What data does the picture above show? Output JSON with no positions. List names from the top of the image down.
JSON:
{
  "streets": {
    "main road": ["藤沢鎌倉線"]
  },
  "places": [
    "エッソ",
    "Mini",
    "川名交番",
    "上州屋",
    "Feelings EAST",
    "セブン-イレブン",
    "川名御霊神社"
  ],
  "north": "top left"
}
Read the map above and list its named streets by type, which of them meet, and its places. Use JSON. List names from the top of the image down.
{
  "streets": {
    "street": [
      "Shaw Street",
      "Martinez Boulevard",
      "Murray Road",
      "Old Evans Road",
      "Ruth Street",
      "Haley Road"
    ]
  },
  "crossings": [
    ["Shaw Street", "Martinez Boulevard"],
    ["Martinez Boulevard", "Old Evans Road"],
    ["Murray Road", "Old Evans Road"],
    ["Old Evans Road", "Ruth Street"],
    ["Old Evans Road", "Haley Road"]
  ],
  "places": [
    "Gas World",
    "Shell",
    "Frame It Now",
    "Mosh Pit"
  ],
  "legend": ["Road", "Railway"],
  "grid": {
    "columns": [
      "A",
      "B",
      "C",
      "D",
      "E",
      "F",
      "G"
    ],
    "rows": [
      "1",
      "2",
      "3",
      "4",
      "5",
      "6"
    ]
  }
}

___

WHAT IS EXPECTED: Copy out the entire listing word for word. Keep every line as it is.

EXPECTED ANSWER:
What data does the picture above show? Output JSON with no positions. List names from the top of the image down.
JSON:
{
  "streets": {
    "main road": ["藤沢鎌倉線"]
  },
  "places": [
    "エッソ",
    "Mini",
    "川名交番",
    "上州屋",
    "Feelings EAST",
    "セブン-イレブン",
    "川名御霊神社"
  ],
  "north": "top left"
}
Read the map above and list its named streets by type, which of them meet, and its places. Use JSON. List names from the top of the image down.
{
  "streets": {
    "street": [
      "Shaw Street",
      "Martinez Boulevard",
      "Murray Road",
      "Old Evans Road",
      "Ruth Street",
      "Haley Road"
    ]
  },
  "crossings": [
    ["Shaw Street", "Martinez Boulevard"],
    ["Martinez Boulevard", "Old Evans Road"],
    ["Murray Road", "Old Evans Road"],
    ["Old Evans Road", "Ruth Street"],
    ["Old Evans Road", "Haley Road"]
  ],
  "places": [
    "Gas World",
    "Shell",
    "Frame It Now",
    "Mosh Pit"
  ],
  "legend": ["Road", "Railway"],
  "grid": {
    "columns": [
      "A",
      "B",
      "C",
      "D",
      "E",
      "F",
      "G"
    ],
    "rows": [
      "1",
      "2",
      "3",
      "4",
      "5",
      "6"
    ]
  }
}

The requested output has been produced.